When I first discovered UX research, its simultaneous newness and familiarity made it feel like finding a long lost cousin. As applied to nonprofits it’s a subset of program implementation research, focused in a very substantive way on understanding and being responsive to constituents. Rather than viewing people receiving services as an undifferentiated block of “need” that needs to be “met”, nonprofits engaged in UX work gather feedback from constituents and prototype and test out solutions with them. They take into consideration factors like culture, geography, demographics, the existing marketplace - and how they all come together to shape behavior. They think carefully about not just why the program exists and what they hope to achieve, but how they will provide services to their target users.
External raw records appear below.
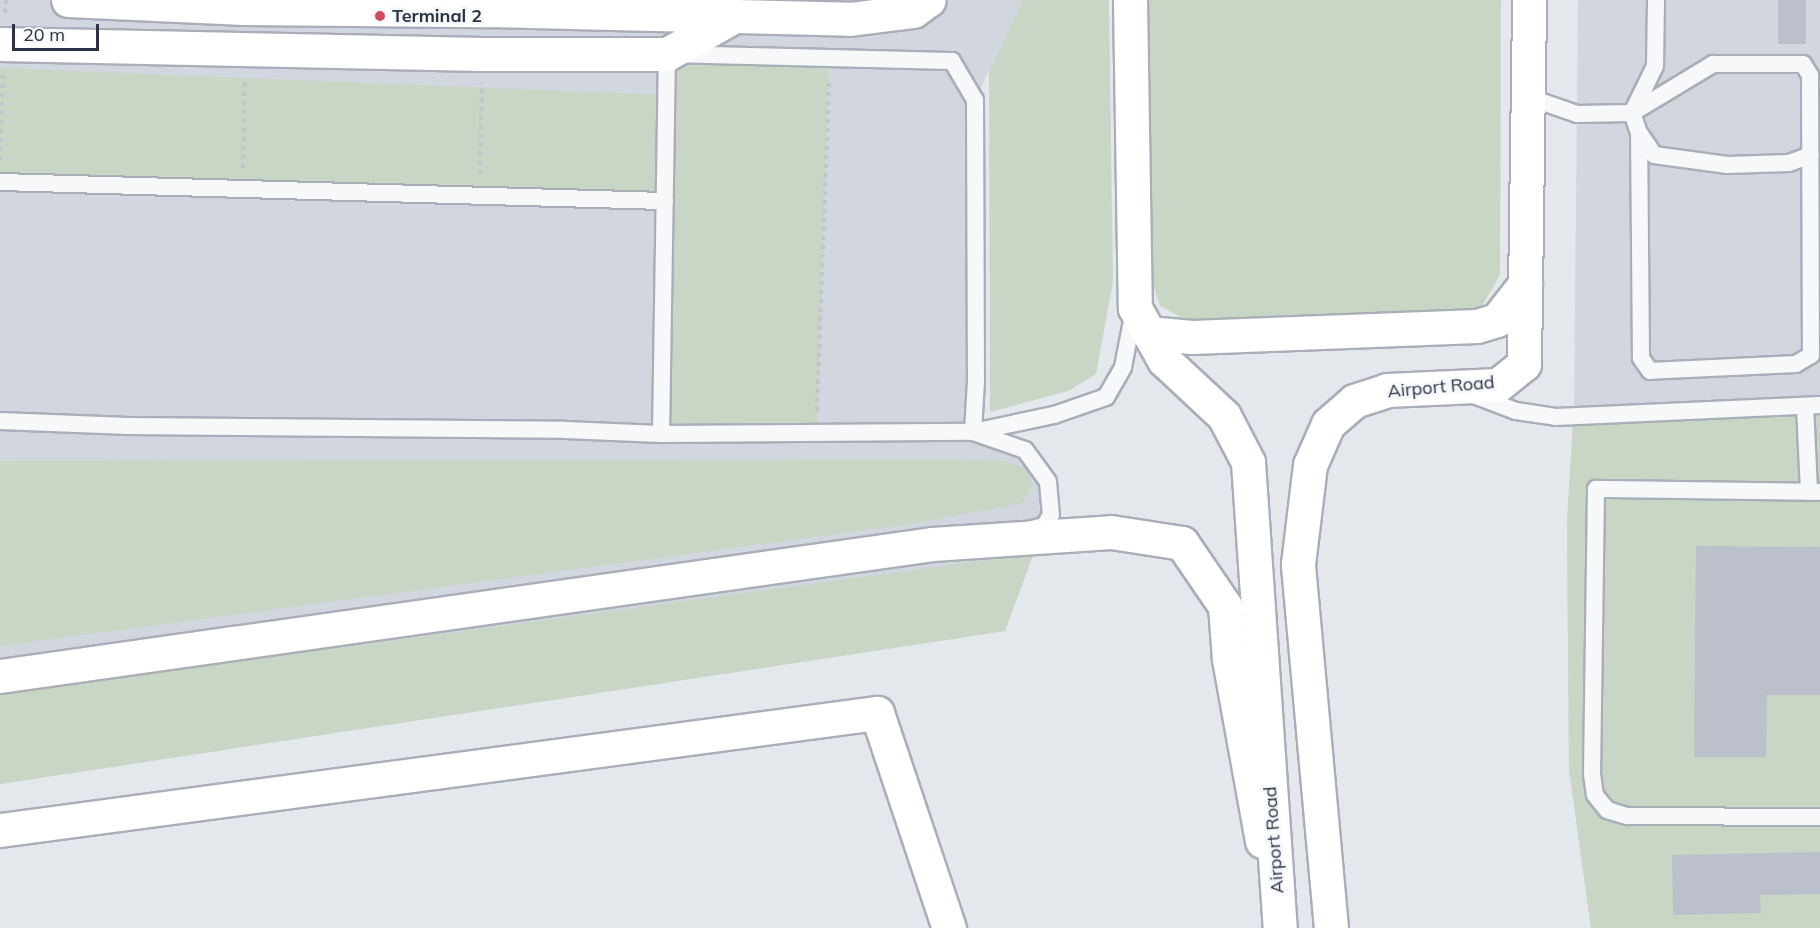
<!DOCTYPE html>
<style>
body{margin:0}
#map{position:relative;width:1820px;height:928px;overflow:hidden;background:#e4e7ec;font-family:Mulish,sans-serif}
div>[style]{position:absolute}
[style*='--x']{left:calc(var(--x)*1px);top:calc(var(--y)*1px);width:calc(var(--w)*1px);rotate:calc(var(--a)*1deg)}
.built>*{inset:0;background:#d2d6de}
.green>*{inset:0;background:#c9d6c5}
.building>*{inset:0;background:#bbc0ca}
.path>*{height:4px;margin-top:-2px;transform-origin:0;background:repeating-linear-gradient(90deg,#c2c5cb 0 4.5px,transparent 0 9px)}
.roads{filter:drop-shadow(2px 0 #a9aeb7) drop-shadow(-2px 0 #a9aeb7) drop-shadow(0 2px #a9aeb7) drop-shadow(0 -2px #a9aeb7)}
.service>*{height:16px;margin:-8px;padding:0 8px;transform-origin:8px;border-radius:8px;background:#f7f8fa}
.secondary>*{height:33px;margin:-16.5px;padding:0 16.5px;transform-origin:16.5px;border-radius:16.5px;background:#fff}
.trunk>*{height:33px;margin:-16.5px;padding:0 16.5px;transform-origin:16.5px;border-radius:16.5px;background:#fff}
.dots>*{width:16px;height:16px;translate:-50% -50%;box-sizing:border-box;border:3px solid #f4f6f9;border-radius:50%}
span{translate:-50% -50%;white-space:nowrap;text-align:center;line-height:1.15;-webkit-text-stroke:5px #f4f6f9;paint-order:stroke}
.poi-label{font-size:18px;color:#2b3445;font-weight:700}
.left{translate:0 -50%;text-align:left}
.street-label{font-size:18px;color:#2b3445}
.scale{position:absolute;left:12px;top:24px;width:87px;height:27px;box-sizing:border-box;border:3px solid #2b3445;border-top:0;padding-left:8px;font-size:18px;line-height:21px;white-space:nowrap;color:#2b3445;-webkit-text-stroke:4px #f4f6f9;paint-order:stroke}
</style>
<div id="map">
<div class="built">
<i style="clip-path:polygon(0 0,1023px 0,975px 100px,973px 432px,1025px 450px,1048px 482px,1044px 526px,1005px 631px,0 784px)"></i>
<i style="clip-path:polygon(1578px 0,1820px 0,1820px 928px,1591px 928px,1569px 769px,1567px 521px,1574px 408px)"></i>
</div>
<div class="green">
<i style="clip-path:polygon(1023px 0,1109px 0,1113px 282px,1096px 374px,1068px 391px,990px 412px,989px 71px)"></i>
<i style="clip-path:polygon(1145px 0,1501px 0,1500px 275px,1482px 306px,1446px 318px,1190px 322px,1160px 306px,1147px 266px)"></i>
<i style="clip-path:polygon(667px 54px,829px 58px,817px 432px,661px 434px,665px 202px,0 182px,0 68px,666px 95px)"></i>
<i style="clip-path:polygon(1820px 405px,1820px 928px,1591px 928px,1569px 769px,1567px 521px,1574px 408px)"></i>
<i style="clip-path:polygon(947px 459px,1006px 461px,1029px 470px,1032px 485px,1023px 503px,911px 524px,0 646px,0 461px)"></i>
<i style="clip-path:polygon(1033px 554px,1005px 631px,0 784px,0 694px)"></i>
</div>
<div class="building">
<i style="clip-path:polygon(1778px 0,1806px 0,1806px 44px,1778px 44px)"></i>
<i style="clip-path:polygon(1696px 546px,1820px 547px,1820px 695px,1767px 695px,1766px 757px,1694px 757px)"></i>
<i style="clip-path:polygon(1820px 852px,1820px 894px,1760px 895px,1761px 913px,1673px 915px,1672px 855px)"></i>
</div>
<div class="path">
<i style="--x:5;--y:13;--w:13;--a:-86"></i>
<i style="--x:0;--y:160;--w:85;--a:-88"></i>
<i style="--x:243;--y:168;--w:89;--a:-88.7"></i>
<i style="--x:480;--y:174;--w:91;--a:-88.7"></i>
<i style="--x:817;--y:411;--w:332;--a:-87.9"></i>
</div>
<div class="roads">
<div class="service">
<i style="--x:1713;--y:64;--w:90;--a:0"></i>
<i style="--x:1803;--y:64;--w:13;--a:58"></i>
<i style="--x:1810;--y:75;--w:280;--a:89.8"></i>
<i style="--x:1811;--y:355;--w:17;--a:149"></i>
<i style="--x:1796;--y:364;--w:146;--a:177.3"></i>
<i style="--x:1650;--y:371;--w:16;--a:-125"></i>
<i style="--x:1641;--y:358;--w:225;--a:-90.5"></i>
<i style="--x:1639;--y:133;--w:21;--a:-109"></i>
<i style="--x:1632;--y:113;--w:95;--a:-31.2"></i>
<i style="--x:1528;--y:97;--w:52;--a:19.1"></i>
<i style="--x:1577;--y:114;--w:55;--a:-1"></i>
<i style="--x:1632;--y:113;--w:52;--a:-63.9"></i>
<i style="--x:1655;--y:66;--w:66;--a:-89.1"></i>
<i style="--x:1640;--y:134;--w:25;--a:56"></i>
<i style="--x:1654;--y:155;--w:74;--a:7.8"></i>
<i style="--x:1727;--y:165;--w:62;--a:-1.8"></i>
<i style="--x:1789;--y:163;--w:23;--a:-20"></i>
<i style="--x:0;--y:182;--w:665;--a:1.64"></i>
<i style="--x:1471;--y:394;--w:48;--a:20.7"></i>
<i style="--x:1516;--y:411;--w:40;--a:8.5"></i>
<i style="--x:1556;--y:417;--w:264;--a:-2.6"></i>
<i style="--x:1805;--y:406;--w:86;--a:87.3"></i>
<i style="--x:0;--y:421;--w:128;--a:2.2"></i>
<i style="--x:128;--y:426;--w:437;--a:0.5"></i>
<i style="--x:565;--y:430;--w:96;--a:2.4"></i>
<i style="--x:661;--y:434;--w:312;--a:-0.4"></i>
<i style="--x:973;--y:432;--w:83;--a:-11.9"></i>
<i style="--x:1054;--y:415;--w:55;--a:-19.1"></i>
<i style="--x:1106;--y:397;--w:34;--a:-60"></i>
<i style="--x:1123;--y:367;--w:57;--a:-78.9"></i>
<i style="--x:973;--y:432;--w:55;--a:19.1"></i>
<i style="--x:1025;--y:450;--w:39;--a:54"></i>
<i style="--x:1048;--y:482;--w:33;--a:85"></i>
<i style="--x:1051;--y:515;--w:13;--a:122"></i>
<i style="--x:1044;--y:526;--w:13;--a:167"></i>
<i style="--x:661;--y:434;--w:380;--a:-89.1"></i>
<i style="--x:667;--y:54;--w:285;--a:1.4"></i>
<i style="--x:952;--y:61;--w:45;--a:59.5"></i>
<i style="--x:975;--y:100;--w:281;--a:89.8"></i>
<i style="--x:976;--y:381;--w:51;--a:93.4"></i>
<i style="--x:1820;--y:492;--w:224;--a:-179.2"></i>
<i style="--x:1596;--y:489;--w:285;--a:90.8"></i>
<i style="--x:1592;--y:774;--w:21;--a:82"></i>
<i style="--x:1595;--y:795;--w:19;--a:51"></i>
<i style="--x:1607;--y:810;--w:21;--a:17"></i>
<i style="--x:1627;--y:816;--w:193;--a:0.3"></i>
</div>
<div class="secondary">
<i style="--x:68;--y:0;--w:176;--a:2.6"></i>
<i style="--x:244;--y:8;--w:245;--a:0.5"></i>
<i style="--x:489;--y:10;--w:361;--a:1.4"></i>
<i style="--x:850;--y:19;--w:64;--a:-7.2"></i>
<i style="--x:913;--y:11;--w:19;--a:-35"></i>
<i style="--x:0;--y:44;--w:482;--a:1.2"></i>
<i style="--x:482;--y:54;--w:185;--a:0"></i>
<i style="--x:667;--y:54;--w:73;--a:-29.4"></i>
<i style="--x:0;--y:676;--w:941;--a:-8.06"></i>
<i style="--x:932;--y:544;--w:179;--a:-3.8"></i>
<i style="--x:1111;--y:532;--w:72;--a:8.8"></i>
<i style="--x:1182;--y:543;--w:76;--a:55.7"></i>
<i style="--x:1225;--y:606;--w:53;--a:85.7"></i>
<i style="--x:1229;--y:659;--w:185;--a:79.7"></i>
<i style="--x:0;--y:830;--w:885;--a:-7.6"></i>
<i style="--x:877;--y:713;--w:227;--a:71.5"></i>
</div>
<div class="trunk">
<i style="--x:1130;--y:0;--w:308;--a:89.1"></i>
<i style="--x:1135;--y:308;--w:60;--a:60.9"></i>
<i style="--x:1164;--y:360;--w:82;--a:43"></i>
<i style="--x:1224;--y:416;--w:52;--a:62.4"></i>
<i style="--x:1248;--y:462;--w:467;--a:86.1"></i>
<i style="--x:1148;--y:333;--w:44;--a:5.2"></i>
<i style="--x:1192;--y:337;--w:285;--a:-2.2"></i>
<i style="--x:1477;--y:326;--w:21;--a:-17"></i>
<i style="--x:1497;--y:320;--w:46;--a:-52.1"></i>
<i style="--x:1331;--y:928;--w:365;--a:-95.2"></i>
<i style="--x:1298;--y:564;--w:100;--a:-83.1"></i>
<i style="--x:1310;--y:465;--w:45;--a:-66.3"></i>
<i style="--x:1328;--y:424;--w:35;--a:-41"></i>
<i style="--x:1354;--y:401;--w:35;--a:-18"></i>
<i style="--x:1387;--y:390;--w:111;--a:-2.6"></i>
<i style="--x:1498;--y:385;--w:33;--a:-39"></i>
<i style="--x:1524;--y:364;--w:364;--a:-89.2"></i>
</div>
</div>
<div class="dots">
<i style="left:380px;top:16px;background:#d1495b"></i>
</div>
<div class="poi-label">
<span class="left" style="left:392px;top:16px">Terminal 2</span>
</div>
<div class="street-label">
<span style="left:1441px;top:387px;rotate:-5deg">Airport Road</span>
<span style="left:1274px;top:840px;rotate:-94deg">Airport Road</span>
</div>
<div class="scale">20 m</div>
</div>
Now, you might be thinking to yourself – NO WAY! UX research is about consumerism, fueling internet addictions, and making it impossible for anyone but rich techies to live in San Francisco.  It has nothing to do with my nonprofit work, which is about helping people on the thinnest of margins.

But – just like tech companies – nonprofits need to make their interventions and programs not just effective, but also attractive to potential clients; they need to make sure they’re designed and disseminated in a way that retains existing customers and brings in new ones. Nonprofits – just like for profits - are selling their services. They’re competing in a marketplace of organizations who are going after the same clients (customers) and sources of philanthropy (revenue). A thoughtfully designed program or intervention, a service that adapts to its clients’ behavior, is more likely to maintain and grow users than one that is built without a strong understanding of how current and potential clients interact with it – and why they may not be willing to use the service.   

Nonprofits may be addressing a clear need – but they cannot assume that simply building a program will bring in clients. The international development field is rife with examples of programs and services that were designed with the outcome in mind, but gave little thought to the end user until it was too late.

Partly because of these and other well documented failures, and partly because they have relatively large budgets compared to many US based nonprofits, international development organizations have started thinking more about users, about how and why products and services work - and don’t. As the research conversation moves from “only outcomes matter” to “hey, understanding implementation is also key,”  I’m interested to see whether more US nonprofits start to explore UX research, and whether philanthropy partners with them to support the work.

If you are currently thinking about how to collect data that goes beyond basic output-to-outcome metrics, try emulating some of the most successful tech companies and conduct some UX work of your own, remembering to:

·       Adopt a “test and learn” approach.

·       Start small

·       Look for people with the right skills to help you.